--- Instructions for the task ---
Only a number is wanted: how many lines of the entries include the string "right"?

[Data records]

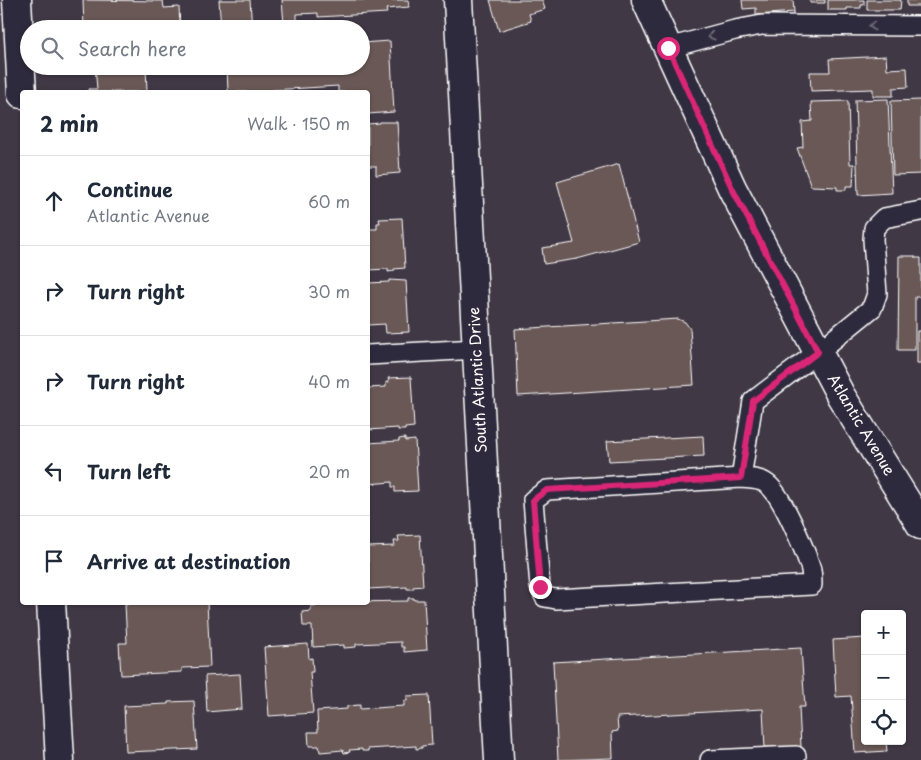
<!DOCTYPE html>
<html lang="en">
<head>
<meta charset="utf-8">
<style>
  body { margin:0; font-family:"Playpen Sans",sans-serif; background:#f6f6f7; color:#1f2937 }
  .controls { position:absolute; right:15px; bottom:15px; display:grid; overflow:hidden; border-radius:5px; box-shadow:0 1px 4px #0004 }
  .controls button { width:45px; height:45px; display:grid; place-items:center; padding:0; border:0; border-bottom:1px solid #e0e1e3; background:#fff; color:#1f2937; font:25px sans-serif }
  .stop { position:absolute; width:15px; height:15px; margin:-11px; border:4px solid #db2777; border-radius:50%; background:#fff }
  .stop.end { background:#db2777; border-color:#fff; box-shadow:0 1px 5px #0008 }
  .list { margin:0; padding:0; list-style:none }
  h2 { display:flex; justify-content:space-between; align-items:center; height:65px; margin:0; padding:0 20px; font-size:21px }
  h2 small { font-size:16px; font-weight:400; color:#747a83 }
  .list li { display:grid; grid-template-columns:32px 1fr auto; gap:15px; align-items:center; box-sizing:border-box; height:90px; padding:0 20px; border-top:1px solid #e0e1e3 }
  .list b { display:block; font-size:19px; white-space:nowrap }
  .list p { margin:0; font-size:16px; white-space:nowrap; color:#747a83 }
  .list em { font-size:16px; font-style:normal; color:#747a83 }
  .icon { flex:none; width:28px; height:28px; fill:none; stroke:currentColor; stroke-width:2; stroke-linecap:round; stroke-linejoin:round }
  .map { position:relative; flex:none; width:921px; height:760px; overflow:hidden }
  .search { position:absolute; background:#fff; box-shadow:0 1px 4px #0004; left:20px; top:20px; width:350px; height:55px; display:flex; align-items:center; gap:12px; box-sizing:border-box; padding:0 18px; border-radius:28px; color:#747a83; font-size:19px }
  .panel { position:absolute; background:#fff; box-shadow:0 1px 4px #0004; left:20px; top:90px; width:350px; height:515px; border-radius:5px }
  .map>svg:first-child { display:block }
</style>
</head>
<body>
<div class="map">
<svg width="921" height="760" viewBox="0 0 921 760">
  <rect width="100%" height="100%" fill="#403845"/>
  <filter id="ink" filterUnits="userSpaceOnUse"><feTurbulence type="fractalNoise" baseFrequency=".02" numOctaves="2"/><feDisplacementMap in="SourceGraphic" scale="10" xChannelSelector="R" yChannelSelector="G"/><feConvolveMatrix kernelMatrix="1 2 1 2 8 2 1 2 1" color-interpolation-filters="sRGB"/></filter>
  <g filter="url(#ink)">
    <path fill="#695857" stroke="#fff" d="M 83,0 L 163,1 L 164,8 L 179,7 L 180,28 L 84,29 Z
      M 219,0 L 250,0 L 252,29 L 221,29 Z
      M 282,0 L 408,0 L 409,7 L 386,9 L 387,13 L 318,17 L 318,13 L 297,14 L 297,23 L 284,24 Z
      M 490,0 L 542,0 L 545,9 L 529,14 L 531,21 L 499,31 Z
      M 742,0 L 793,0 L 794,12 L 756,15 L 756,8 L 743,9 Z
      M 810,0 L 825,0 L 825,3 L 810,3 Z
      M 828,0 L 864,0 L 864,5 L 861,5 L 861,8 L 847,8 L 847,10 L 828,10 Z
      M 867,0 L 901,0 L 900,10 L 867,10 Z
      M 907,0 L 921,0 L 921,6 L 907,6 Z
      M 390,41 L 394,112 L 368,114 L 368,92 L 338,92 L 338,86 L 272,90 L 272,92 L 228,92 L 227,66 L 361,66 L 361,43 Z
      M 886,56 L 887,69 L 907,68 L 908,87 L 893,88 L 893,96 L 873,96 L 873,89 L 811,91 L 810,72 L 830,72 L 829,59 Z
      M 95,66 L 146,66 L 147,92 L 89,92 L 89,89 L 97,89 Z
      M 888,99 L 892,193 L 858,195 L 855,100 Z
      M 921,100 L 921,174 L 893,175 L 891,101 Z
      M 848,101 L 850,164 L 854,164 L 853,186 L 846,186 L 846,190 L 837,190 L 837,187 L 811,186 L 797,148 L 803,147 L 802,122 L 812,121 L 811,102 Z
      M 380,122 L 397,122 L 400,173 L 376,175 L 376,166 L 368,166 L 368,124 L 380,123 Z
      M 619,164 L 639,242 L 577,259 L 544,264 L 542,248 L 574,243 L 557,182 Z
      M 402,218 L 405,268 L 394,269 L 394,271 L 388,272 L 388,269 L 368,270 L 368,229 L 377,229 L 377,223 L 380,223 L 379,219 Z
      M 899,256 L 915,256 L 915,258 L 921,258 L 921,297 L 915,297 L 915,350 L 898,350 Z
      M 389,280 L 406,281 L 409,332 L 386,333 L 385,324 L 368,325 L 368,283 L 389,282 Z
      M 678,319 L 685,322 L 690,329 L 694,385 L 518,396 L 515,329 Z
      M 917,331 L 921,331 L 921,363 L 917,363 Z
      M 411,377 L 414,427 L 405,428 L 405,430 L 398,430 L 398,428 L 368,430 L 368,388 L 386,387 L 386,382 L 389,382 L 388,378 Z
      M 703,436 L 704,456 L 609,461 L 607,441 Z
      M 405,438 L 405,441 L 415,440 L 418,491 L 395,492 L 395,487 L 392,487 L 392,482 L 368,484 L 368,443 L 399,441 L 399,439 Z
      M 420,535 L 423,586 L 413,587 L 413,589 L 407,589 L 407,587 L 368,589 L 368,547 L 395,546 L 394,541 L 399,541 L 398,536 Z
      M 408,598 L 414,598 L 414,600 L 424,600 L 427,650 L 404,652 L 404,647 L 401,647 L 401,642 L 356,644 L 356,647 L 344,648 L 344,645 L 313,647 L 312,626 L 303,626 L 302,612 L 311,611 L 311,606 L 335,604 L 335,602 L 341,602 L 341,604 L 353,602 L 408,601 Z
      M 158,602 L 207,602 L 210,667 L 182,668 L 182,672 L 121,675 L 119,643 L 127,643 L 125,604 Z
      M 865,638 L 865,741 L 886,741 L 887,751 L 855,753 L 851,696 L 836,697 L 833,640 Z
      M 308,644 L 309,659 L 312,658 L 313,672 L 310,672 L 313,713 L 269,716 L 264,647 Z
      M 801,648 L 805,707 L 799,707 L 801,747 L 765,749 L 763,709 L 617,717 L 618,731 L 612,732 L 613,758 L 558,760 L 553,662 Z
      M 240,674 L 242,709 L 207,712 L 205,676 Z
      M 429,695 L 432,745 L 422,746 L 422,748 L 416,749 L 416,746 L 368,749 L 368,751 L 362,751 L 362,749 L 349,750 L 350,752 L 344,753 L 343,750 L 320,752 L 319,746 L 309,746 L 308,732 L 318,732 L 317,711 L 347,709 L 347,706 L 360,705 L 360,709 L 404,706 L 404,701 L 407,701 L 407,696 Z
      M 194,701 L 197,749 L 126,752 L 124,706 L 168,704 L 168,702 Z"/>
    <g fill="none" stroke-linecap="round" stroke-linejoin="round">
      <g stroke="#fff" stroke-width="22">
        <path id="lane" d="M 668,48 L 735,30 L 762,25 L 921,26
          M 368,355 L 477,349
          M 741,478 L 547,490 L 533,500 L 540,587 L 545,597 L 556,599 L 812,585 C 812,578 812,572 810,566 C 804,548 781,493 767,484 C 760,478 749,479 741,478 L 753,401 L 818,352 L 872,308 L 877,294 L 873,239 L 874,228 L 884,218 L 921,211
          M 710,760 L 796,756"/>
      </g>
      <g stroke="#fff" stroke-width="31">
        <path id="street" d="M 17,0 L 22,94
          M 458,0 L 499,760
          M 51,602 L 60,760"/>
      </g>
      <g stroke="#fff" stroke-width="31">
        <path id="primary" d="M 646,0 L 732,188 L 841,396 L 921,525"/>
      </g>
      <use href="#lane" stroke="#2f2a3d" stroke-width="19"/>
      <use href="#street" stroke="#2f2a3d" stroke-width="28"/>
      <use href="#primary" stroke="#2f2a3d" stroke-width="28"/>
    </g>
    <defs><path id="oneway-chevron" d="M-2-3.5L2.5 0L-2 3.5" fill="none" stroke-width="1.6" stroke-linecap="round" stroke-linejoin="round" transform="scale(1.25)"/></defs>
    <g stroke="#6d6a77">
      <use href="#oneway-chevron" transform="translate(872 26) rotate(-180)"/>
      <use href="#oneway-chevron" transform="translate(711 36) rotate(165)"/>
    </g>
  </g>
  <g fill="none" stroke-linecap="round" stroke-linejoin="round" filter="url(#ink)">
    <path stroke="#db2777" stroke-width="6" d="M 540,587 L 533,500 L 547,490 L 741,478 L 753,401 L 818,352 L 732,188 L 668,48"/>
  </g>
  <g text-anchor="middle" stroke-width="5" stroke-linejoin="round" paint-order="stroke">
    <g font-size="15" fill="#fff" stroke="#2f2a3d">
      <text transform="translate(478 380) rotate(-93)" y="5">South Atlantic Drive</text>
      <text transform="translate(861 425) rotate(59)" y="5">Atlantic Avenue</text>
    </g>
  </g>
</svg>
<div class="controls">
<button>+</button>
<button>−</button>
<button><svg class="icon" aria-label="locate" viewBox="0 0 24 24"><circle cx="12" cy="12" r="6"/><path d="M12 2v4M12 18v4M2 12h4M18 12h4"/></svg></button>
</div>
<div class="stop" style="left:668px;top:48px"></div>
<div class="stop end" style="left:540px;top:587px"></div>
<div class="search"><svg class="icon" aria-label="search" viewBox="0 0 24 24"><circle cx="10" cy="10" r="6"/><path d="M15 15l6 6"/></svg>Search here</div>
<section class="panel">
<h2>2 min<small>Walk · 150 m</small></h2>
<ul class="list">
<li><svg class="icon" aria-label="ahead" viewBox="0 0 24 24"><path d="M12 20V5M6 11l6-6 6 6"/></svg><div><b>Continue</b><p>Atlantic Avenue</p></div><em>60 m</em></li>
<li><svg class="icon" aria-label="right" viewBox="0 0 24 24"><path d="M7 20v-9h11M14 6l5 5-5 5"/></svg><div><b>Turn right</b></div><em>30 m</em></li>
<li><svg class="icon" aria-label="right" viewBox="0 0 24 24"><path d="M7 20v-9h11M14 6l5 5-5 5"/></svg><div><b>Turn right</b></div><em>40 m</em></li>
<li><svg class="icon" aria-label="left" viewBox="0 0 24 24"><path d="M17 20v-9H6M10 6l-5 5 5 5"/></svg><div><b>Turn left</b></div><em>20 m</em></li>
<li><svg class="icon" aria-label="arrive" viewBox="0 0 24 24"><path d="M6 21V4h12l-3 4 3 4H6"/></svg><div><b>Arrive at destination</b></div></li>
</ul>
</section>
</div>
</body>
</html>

--- Response below ---
3